韓国では例年2月末から3月末にかけ、定例の米韓合同演習が行われる。今回の「水爆実験」で米韓の演習の内容が強化され、北朝鮮が猛反発することは必至。党大会を見据え、北朝鮮国内で「米国の脅威」を叫びつつ、金正恩体制下での結束強化を一層図るものとみられる。ただ、金第1書記は米国との対話開始も模索。米国に、平和条約を締結して体制護持を保障するよう繰り返し求めている。
オバマ米政権はキューバとの国交回復やイラン核合意などで融和外交を展開、任期は残り1年。2000年、クリントン大統領(当時)が訪朝する寸前まで米朝が接近した際も米政権末期。北朝鮮は、任期が残りわずかとなった米政権がレガシー(業績)作りに躍起となるのを身をもって知っている。

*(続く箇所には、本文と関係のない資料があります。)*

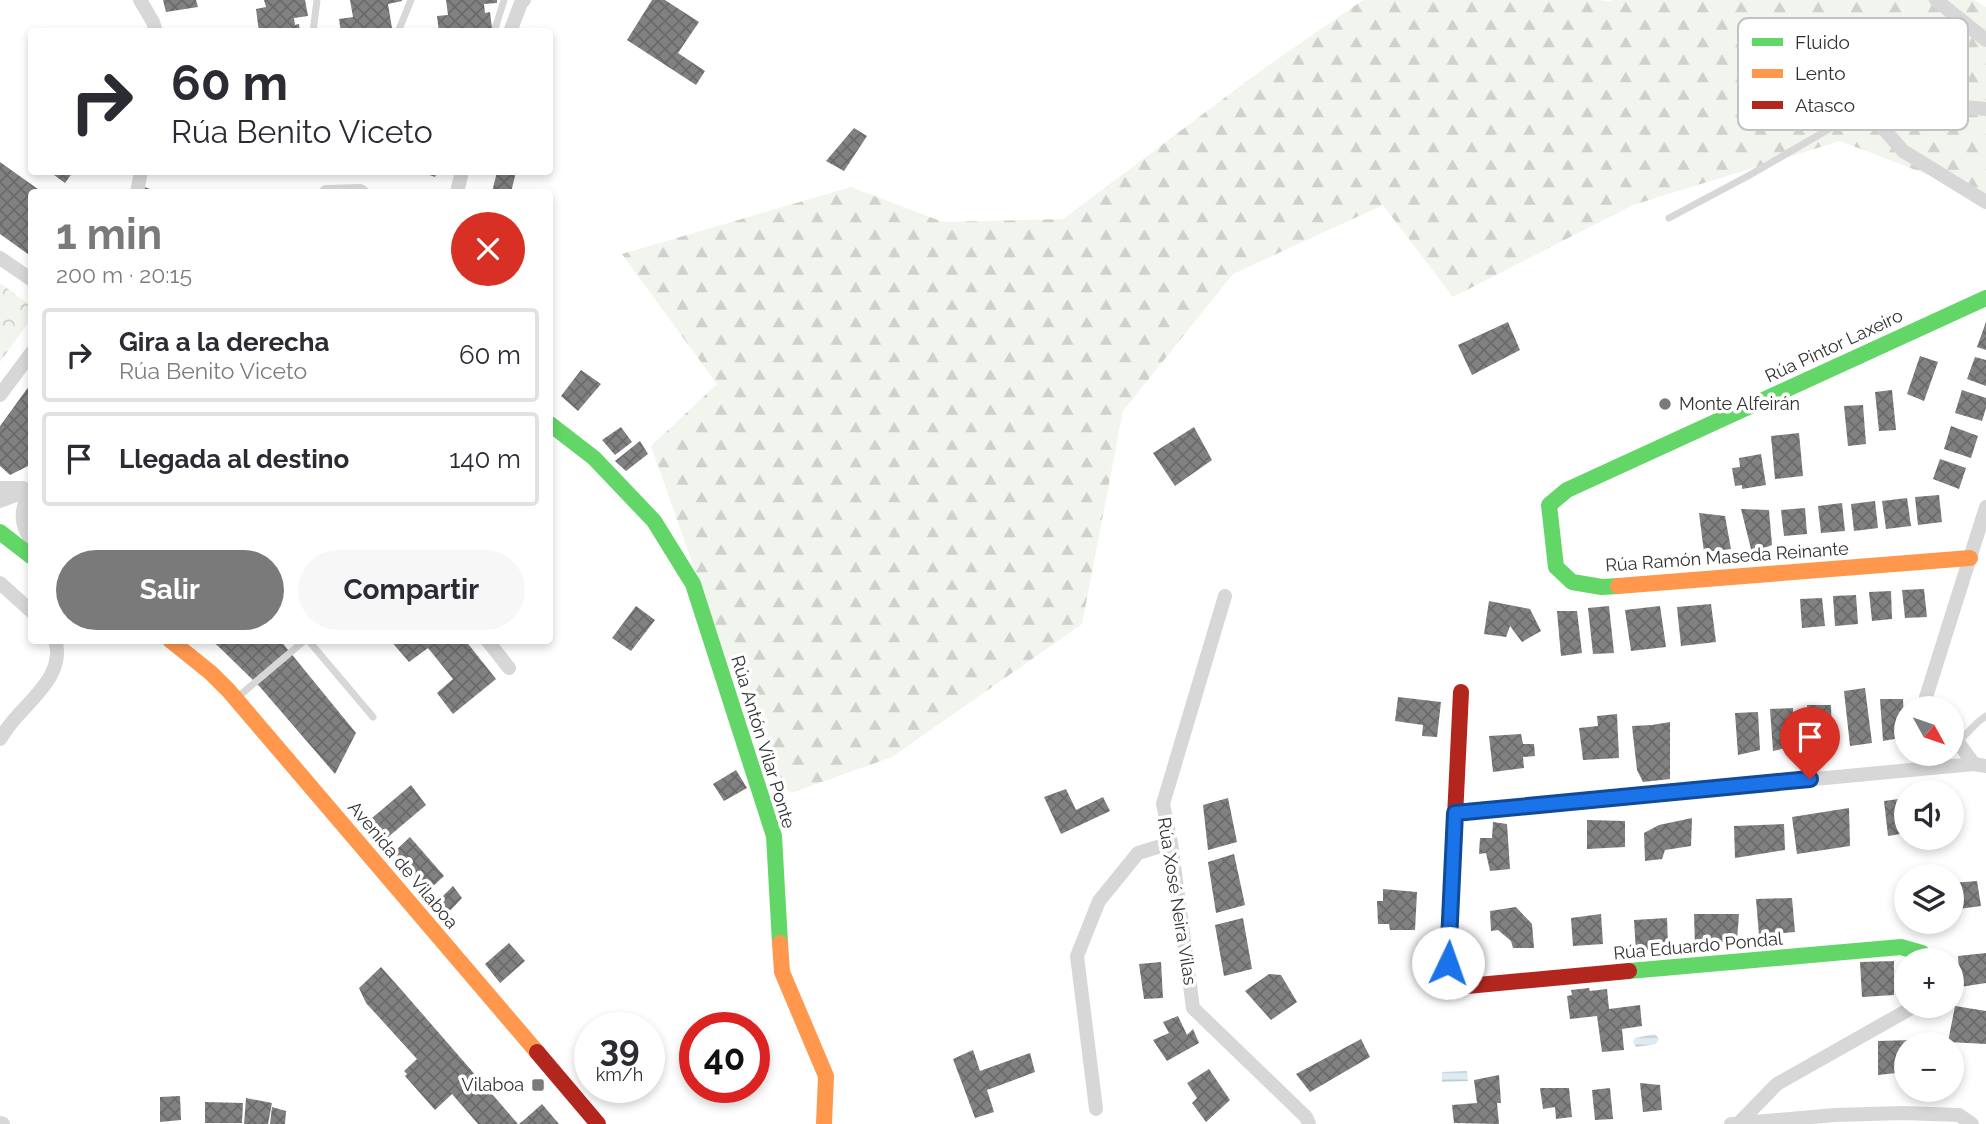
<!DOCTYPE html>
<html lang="es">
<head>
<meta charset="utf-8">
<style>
  body { margin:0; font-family:Raleway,sans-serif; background:#f7f7f7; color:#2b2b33; height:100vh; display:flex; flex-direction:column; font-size:26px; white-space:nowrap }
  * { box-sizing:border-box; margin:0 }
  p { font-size:23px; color:#7c7c81 }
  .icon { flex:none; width:38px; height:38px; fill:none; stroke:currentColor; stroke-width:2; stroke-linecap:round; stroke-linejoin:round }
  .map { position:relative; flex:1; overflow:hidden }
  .sheet { position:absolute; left:28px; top:189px; width:525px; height:455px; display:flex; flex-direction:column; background:#fff; border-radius:7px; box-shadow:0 4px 10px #0003 }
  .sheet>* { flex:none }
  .top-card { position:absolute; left:28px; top:28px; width:525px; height:147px; border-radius:7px; box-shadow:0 4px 10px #0003; background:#fff; color:#2b2b33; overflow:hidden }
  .needle { width:46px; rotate:130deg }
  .tools { position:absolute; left:1894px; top:696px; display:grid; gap:14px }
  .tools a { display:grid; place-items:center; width:70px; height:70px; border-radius:50%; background:#fff; box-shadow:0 4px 10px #0003; font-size:35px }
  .speed { position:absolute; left:574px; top:1012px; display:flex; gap:14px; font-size:35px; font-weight:700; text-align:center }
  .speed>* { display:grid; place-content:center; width:91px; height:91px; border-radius:50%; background:#fff; box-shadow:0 4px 10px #0003; line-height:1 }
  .speed small { font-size:18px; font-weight:400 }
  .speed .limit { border:10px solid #d22; background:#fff; color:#111 }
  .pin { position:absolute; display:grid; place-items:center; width:60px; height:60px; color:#fff; margin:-72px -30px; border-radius:50% 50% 50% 0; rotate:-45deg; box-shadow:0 0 7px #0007 }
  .pin .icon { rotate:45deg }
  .me { position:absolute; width:77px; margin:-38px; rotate:3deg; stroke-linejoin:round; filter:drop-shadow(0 0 5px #0008) }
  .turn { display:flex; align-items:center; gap:24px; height:147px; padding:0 28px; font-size:32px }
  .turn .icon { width:91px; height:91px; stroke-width:2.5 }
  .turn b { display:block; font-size:49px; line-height:60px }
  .round { display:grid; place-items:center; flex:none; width:74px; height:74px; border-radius:37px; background:#f7f7f7 }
  .overview { display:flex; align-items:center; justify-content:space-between; height:119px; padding:0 28px }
  h1 { font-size:42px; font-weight:700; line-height:52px; color:#7a7a7a }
  .action { display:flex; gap:14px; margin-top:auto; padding:14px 28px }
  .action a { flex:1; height:80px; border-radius:42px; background:#7a7a7a; color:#fff; font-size:28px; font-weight:700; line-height:80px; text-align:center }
  .action a+a { background:#f7f7f7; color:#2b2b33 }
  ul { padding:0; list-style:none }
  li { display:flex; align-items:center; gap:21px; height:94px; margin:0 14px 10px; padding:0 14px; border:4px solid #e1e1e2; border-radius:7px }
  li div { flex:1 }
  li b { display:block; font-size:26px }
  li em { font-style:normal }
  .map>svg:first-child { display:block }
  .forest { fill:url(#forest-firs) }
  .park { fill:url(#park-crowns) }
  .water { fill:url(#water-rules) }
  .building { fill:url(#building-cross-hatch) }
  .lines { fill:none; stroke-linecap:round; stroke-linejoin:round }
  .lane { stroke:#d7d7d7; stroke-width:7 }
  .street { stroke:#d7d7d7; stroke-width:14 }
  .fast { stroke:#63d668; stroke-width:16 }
  .slow { stroke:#ff974d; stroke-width:16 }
  .jam { stroke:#b3261e; stroke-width:16 }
  .route-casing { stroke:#114b97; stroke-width:18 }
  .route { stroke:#1a73e8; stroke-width:12 }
  .poi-dot { fill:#7a7a7a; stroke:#fff; stroke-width:2.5 }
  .labels { text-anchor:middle; stroke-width:7; stroke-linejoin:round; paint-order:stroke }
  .street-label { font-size:18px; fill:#333; stroke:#fff }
  .poi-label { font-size:18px; fill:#333; stroke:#fff; text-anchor:start }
  .key { fill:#fff; stroke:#c2c2c2; stroke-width:2 }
  .key-label { font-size:19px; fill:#333 }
</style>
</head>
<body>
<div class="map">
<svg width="1986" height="1124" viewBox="0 0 1986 1124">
  <defs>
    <pattern id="forest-firs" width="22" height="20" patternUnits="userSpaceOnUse" patternTransform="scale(1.75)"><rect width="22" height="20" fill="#f1f5ed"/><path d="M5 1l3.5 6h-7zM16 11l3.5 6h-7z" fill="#cfd2cc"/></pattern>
    <pattern id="park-crowns" width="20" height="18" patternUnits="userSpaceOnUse" patternTransform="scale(1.75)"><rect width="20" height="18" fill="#f1f5ed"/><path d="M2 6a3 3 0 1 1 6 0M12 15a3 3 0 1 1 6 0" fill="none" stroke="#cfd2cc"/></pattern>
    <pattern id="water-rules" width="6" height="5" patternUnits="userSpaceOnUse" patternTransform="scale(1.75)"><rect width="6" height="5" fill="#ddebf3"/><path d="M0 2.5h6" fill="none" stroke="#becad1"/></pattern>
    <pattern id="building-cross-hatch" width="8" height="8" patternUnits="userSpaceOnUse" patternTransform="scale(1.75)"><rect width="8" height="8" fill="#818181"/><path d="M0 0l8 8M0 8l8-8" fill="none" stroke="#6a6a6a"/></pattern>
  </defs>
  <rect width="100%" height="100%" fill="#fff"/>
  <path class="forest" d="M1363 0H1599L1610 2 1612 0H1974L1986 7V197L1840 141 1633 205 1453 297 1383 205 1233 274 1123 411 1082 624 892 757 791 793 770 776 709 610 651 446 717 384 622 254 851 187 943 222 1063 219 1263 69Z"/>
  <path class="park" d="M0 283 31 306V319L0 362Z"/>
  <path class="water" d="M1655 1034 1659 1039 1656 1044 1636 1047 1633 1042 1635 1038Z
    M1467 1071 1468 1081 1442 1082V1072Z"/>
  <path class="building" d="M163 0H196L198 7 166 12Z
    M264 0H305L308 16 294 18 295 25 299 24 300 32H259L256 9 266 7Z
    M350 0H402V1L388 4 392 28 379 30V32H341L339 19 353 17Z
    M446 0H497V3L484 4 485 13 490 12 492 28 477 30V32H439L437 16 448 15Z
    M652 0H665L699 22 678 53 705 71 696 85 627 40Z
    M854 128 867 136 844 171 826 161Z
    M0 162 42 192H32V257L0 234Z
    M50 172H73L65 183Z
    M421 172H437L435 177Z
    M497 172H516L511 192H492Z
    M144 187 160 192H142Z
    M1508 322 1520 350 1472 375 1458 345Z
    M1986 322V350L1977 347Z
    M1920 356 1938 362 1924 401 1907 394Z
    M1975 357 1986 360V386L1967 379Z
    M581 370 601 384 578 411 561 396Z
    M32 382V464L10 475 0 466V426Z
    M1892 390 1896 430 1879 431 1875 392Z
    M1962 390 1986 398V408L1982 421 1955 413Z
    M1863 405 1866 444 1848 446 1844 406Z
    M1951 426 1978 436 1971 458 1944 449Z
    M621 427 632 442 615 455 602 440Z
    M1194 427 1212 460 1175 486 1153 453Z
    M1799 433 1803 476 1775 479 1771 436Z
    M640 441 648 454 626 471 615 461Z
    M1761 454 1766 485 1742 489V485L1735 486 1732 468 1740 467 1739 458Z
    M1940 459 1966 468 1959 489 1933 479Z
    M1939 495 1942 522 1918 525 1915 497Z
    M1907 498 1911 526 1886 529 1882 501Z
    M1875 501 1878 528 1854 531 1851 504Z
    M1842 503 1845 531 1821 533 1818 506Z
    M1805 508 1807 534 1784 536 1781 510Z
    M1741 509 1769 510 1772 545 1752 553Z
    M1699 513 1725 516 1731 549 1704 552Z
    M1924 589 1927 617 1905 618 1902 590Z
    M1891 591 1892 619 1872 621 1869 592Z
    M1856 595 1858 624 1835 626 1833 596Z
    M1822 598 1825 626 1802 628 1800 599Z
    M1489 601 1530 609 1541 631 1522 642 1510 626 1506 637 1484 634Z
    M1711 604 1716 642 1681 646 1677 607Z
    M636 606 655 620 631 651 612 638Z
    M1609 606 1614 653 1593 654 1588 608Z
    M1660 606 1666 647 1631 651 1625 610Z
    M1557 611H1577L1582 653 1561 656Z
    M210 640H280L356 733 335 774 260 687 218 646Z
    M390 640H465L496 679 453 714 437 693 453 679 428 648 409 662Z
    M1865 688 1872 743 1850 746 1844 691Z
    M1398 697 1441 702 1437 737 1422 736 1423 725 1395 721Z
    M1880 699H1903L1905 737 1883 741Z
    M1807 705H1831L1832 742 1810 747Z
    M1793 708 1795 746 1773 751 1770 709Z
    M1758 712 1760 750 1738 755 1735 713Z
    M1617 714 1619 758 1583 760 1579 728 1598 726 1597 716Z
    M1670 722V779L1643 782 1637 770 1632 726 1652 725Z
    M1521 734 1523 744H1534L1535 756 1523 757 1524 768 1493 772 1489 736Z
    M736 770 747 788 724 801 713 784Z
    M411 785 426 805 381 843 365 824Z
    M1066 789 1076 810 1103 797 1110 811 1061 834 1044 797Z
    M1228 798 1237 842 1208 850 1203 805Z
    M1906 798V833L1888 836 1884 801Z
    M1849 808 1850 846 1797 854 1792 817Z
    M1692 818 1691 846 1665 850 1662 859 1645 861 1644 833 1659 825Z
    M1587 820 1625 821V847L1587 849Z
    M1493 822 1507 824 1510 869 1490 871 1486 853 1479 854 1480 838H1492Z
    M1784 824 1785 850 1735 858 1734 826Z
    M410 837 444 876 428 891 393 853Z
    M1234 854 1245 905 1216 913 1208 862Z
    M1977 881 1981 906 1951 910V883Z
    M453 886 462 898 445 916 434 905Z
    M1383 889 1417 892 1415 930H1390L1389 924H1378L1377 901H1383Z
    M1792 898 1795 932 1759 935 1756 899Z
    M1516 907 1532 924 1534 948H1513L1511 941 1498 930 1491 931 1490 911Z
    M1601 914 1603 944 1573 946 1571 918Z
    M1694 914H1739L1737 940 1695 946Z
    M1243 918 1252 969 1224 976 1215 925Z
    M1667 918 1668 946 1636 952 1634 920Z
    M509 943 525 961 500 983 485 964Z
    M1986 953V983L1960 987 1958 956Z
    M1894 961V995L1862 997 1860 962Z
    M1161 962 1163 998 1144 999 1139 964Z
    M381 967 405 994 518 1124H478L452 1094 435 1110 405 1076 407 1074 404 1071 417 1059 366 1003 359 988Z
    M1269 974 1281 975 1297 1002 1271 1020 1245 991Z
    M1589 988 1590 991 1607 989 1609 1009 1640 1005 1642 1026 1622 1029 1624 1050 1602 1052 1597 1016 1570 1019 1567 996 1572 995 1571 990Z
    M1955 1006 1986 1011V1044L1948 1042Z
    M1178 1016 1187 1035 1193 1029 1199 1043 1167 1061 1153 1040 1169 1033 1163 1022Z
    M1361 1039 1370 1057 1310 1092 1296 1074Z
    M1913 1040V1045H1906V1072L1878 1075V1041Z
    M973 1050 980 1071 1030 1053 1035 1072 987 1090 994 1112 975 1118 953 1059Z
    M1209 1069 1230 1100 1206 1122 1192 1103 1197 1098 1187 1083Z
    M1499 1075 1501 1103H1497L1499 1124 1454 1123 1452 1105 1477 1103 1474 1080Z
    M1640 1083 1660 1085 1662 1110 1643 1112Z
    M1540 1088H1569L1572 1117 1556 1119 1555 1107 1543 1109Z
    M1610 1088 1613 1119 1595 1120 1592 1090Z
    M180 1096 181 1120 160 1122V1097Z
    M246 1098 272 1103 268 1124H244Z
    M205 1102 243 1103 242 1123H205Z
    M542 1104 559 1124H519L525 1119Z
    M272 1107 286 1111 285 1124H270Z"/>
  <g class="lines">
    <path class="lane" d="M313 32 317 0
      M398 32 411 0
      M494 32 504 0
      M1669 218 1748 176 1848 118 1876 120
      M308 640 373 717
      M239 696 305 640
      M1958 742 1978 722 1986 716"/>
    <path class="street" d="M140 0 153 22 156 32
      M1936 0 1986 40
      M510 32 521 3 524 0
      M1986 109 1919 103 1876 120 1903 151 1986 202
      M137 192 141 172
      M326 192 360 191 362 192
      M457 192 462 172
      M0 258 32 280
      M0 395 32 352
      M0 488H23
      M32 492C19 507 20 526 32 541
      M0 501 32 489
      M0 583 32 612
      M1225 596 1163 804 1171 843 1193 1008 1306 1117 1309 1124
      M487 640 509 668
      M1934 709 1926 697 1986 507
      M1951 733 1974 764
      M0 739C4 733 8 727 13 721 31 699 66 673 55 640
      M1455 813 1974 764 1986 766
      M1096 1109 1077 956 1099 901 1138 853 1171 843
      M0 1123 3 1124
      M1739 1123 1777 1084 1915 1006
      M1731 1124 1835 1115 1903 1113 1959 1115 1972 1124"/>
    <path class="fast" d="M550 424 594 458 654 521 693 584 774 836 780 943
      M0 532 32 557
      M1618 586 1602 587 1572 582 1556 567 1549 505 1567 490 1986 298
      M1629 971 1901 947 1922 953 1928 961"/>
    <path class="slow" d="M1618 586 1970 558
      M170 640 211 673 229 691 537 1052
      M780 943 782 972 826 1076 824 1124"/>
    <path class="jam" d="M1461 692 1448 963C1450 975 1456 981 1467 986L1629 971
      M537 1052 598 1124"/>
  </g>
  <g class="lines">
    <g class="route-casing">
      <path id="route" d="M1448 963 1455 813 1810 779"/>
    </g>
    <use href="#route" class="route"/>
  </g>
  <g class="poi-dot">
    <circle cx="1665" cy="404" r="7"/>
    <rect x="531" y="1078" width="14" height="14" rx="3.5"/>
  </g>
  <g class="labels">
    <g class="street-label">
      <text transform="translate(1834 346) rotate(-25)" y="6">Rúa Pintor Laxeiro</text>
      <text transform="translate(1727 557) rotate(-4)" y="6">Rúa Ramón Maseda Reinante</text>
      <text transform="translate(763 742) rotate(73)" y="6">Rúa Antón Vilar Ponte</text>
      <text transform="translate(403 865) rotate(50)" y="6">Avenida de Vilaboa</text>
      <text transform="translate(1177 901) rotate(81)" y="6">Rúa Xosé Neira Vilas</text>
      <text transform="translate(1698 946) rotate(-5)" y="6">Rúa Eduardo Pondal</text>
    </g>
    <g class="poi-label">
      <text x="1679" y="410">Monte Alfeirán</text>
      <text x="524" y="1091" text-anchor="end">Vilaboa</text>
    </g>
  </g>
  <rect x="1738" y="18" width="230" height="112" rx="10" class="key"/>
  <rect x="1752" y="38" width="31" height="8" fill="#63d668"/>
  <rect x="1752" y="69" width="31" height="9" fill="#ff974d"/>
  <rect x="1752" y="101" width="31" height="8" fill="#b3261e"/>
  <g class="key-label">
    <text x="1795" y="49">Fluido</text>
    <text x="1795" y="80">Lento</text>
    <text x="1795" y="112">Atasco</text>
  </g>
</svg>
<div class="tools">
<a><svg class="needle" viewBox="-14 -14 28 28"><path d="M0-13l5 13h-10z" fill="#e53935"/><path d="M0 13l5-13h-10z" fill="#7c7c81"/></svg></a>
<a><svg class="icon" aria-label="sound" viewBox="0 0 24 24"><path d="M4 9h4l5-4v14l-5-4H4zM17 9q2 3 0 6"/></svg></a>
<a><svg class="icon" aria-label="layers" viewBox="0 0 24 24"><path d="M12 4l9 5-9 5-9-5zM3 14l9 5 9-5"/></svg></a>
<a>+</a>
<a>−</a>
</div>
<div class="speed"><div>39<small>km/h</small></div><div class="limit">40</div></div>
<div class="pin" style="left:1810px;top:779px;background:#d93025"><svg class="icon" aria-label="arrive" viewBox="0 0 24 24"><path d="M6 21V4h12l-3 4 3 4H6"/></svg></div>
<svg class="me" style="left:1448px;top:963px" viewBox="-20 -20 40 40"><circle r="19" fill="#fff"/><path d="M0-13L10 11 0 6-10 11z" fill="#1a73e8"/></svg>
<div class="top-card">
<div class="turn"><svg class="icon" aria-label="right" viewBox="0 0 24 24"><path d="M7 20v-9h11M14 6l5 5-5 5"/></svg><div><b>60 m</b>Rúa Benito Viceto</div></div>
</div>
<section class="sheet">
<div class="overview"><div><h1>1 min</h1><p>200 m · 20:15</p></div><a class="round" style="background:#d93025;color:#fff"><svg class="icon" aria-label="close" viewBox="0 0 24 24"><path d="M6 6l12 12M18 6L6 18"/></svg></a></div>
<ul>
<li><svg class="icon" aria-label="right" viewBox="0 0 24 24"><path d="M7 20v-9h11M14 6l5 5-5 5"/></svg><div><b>Gira a la derecha</b><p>Rúa Benito Viceto</p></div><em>60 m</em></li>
<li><svg class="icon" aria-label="arrive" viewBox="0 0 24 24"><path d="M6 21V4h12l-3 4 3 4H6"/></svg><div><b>Llegada al destino</b></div><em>140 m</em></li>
</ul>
<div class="action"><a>Salir</a><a>Compartir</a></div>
</section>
</div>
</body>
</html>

米国の重い腰を上げさせるには、北朝鮮が米国にとって脅威であると認識させる必要があり、核の小型化開発と米本土に届く長距離弾道ミサイル開発が効果的だ。しかし、それに強く反対する隣国、中国がある。
6日、政府声明を報じた北朝鮮国営メディアは、水爆実験の「成功」を宣言する前に、金第1書記が昨年12月15日、水爆実験実施の命令を下したことをわざわざ伝えた。北朝鮮の女性音楽グループ「牡丹峰(モランボン)楽団」の中国公演が突然キャンセルされて3日後のことだ。理由として、中国側が金第1書記の「水爆保有」発言に反発した-などの説が取り沙汰されていた。